* _RECORDS SHOWN_
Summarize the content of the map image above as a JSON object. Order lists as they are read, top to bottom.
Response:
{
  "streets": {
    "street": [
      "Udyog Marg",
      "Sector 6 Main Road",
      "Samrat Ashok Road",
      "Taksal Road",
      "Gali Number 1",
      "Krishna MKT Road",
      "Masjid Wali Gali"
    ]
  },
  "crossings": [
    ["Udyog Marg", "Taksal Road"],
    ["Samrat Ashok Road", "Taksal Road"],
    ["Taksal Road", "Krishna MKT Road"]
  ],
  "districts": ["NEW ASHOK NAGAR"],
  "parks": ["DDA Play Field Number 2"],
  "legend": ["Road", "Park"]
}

--

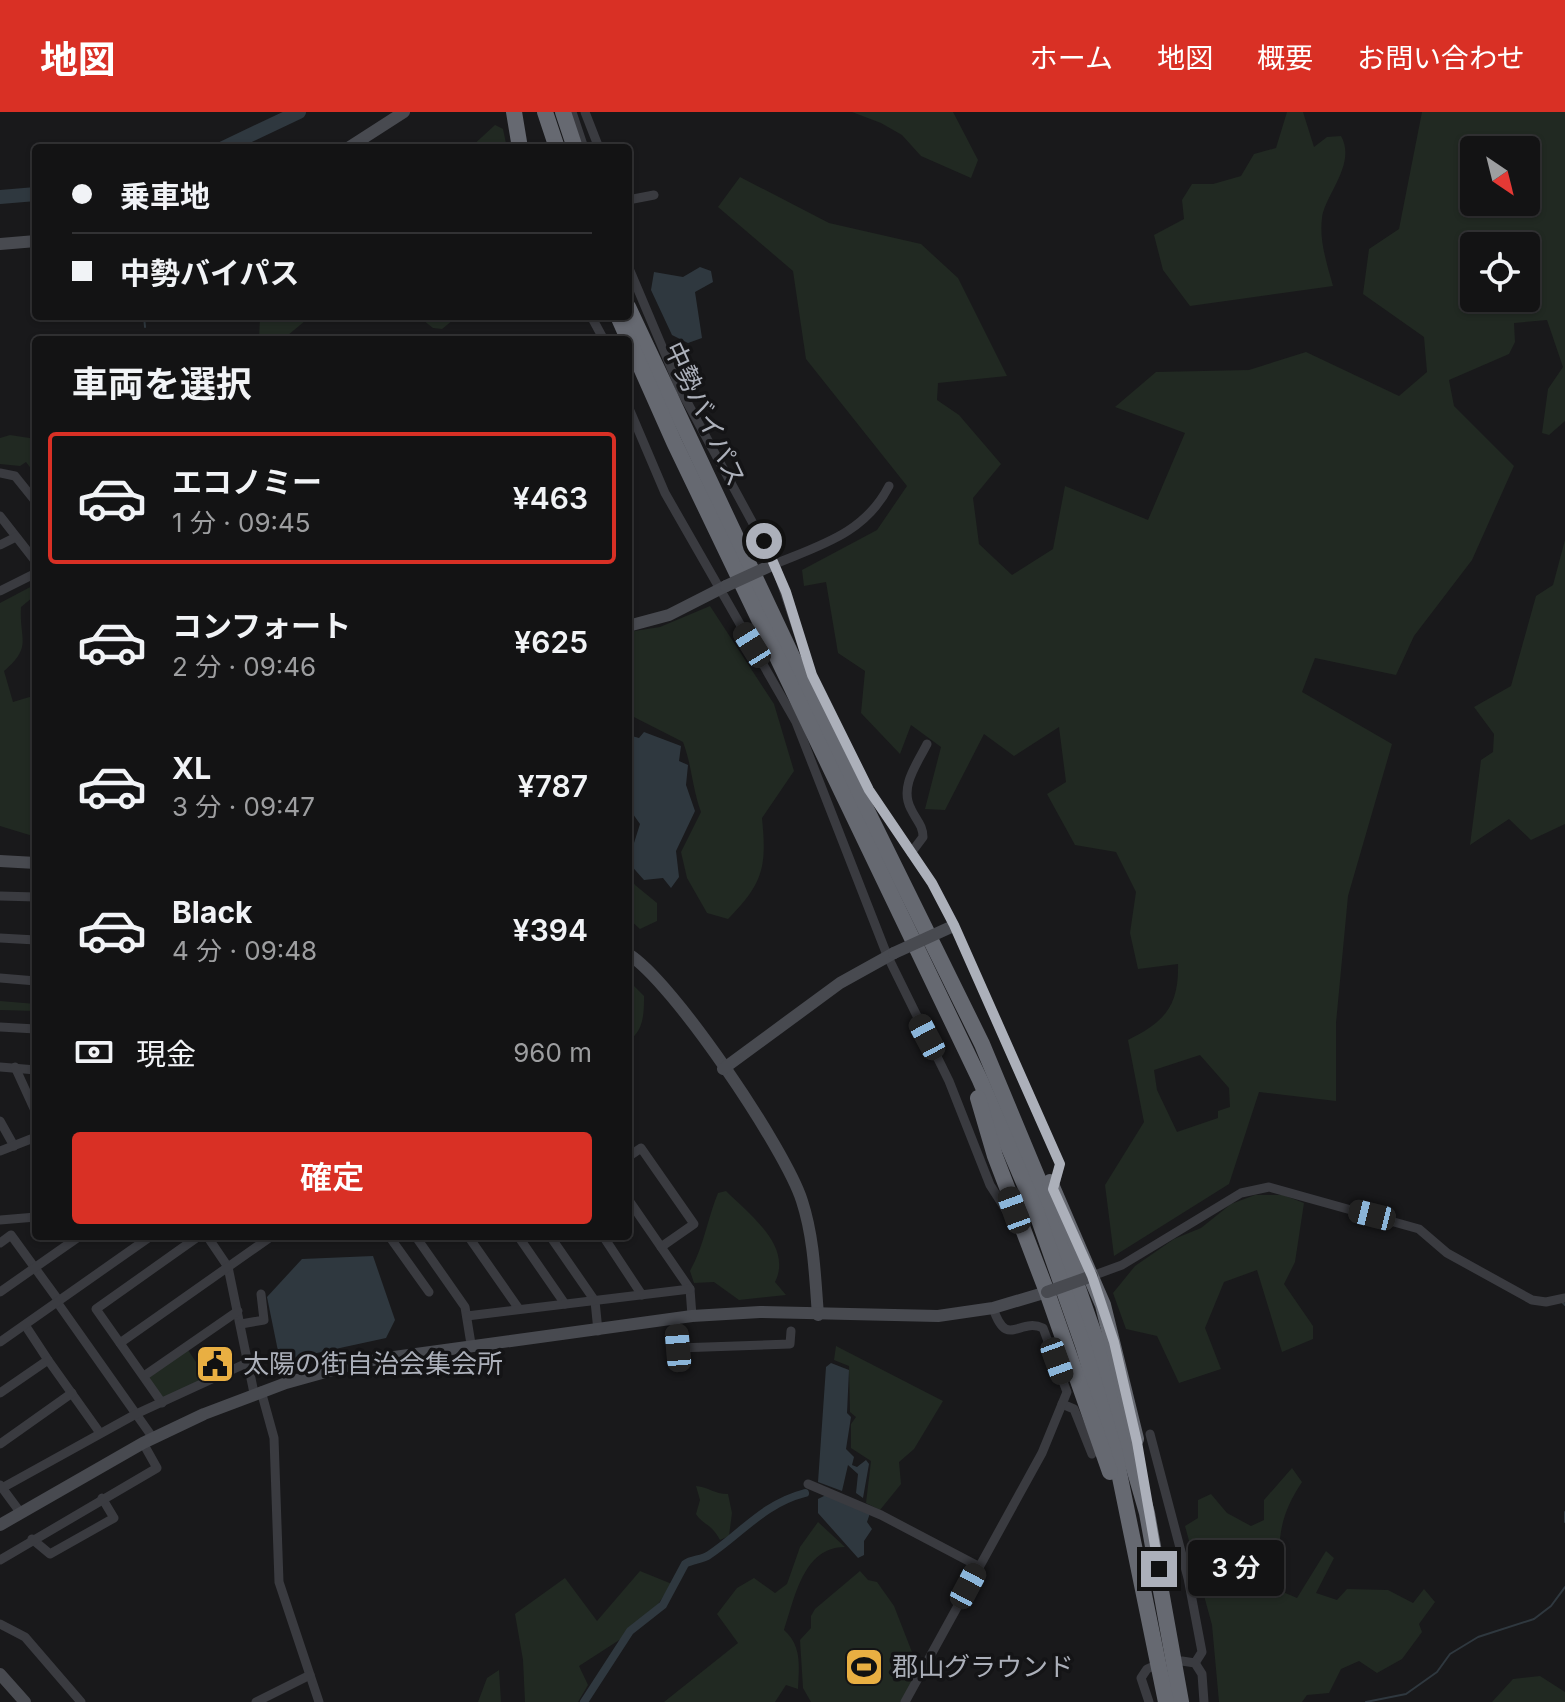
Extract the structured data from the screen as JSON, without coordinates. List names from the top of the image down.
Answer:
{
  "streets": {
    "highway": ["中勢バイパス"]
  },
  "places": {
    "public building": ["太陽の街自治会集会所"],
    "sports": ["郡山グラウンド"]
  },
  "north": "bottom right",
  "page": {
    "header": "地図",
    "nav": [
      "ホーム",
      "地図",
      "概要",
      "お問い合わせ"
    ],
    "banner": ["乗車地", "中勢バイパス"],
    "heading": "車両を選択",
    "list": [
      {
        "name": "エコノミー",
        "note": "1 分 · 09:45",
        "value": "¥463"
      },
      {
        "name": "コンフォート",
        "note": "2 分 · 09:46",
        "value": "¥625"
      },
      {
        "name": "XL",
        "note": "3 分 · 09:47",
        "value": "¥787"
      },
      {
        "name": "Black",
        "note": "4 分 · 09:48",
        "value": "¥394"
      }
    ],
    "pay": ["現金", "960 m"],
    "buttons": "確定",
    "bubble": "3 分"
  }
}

* _HOW TO COMPLETE THIS TASK_
Return, in full, every line of these entries that holds "image".

* _ANSWER FOR THIS EXERCISE_
Summarize the content of the map image above as a JSON object. Order lists as they are read, top to bottom.
Extract the structured data from the screen as JSON, without coordinates. List names from the top of the image down.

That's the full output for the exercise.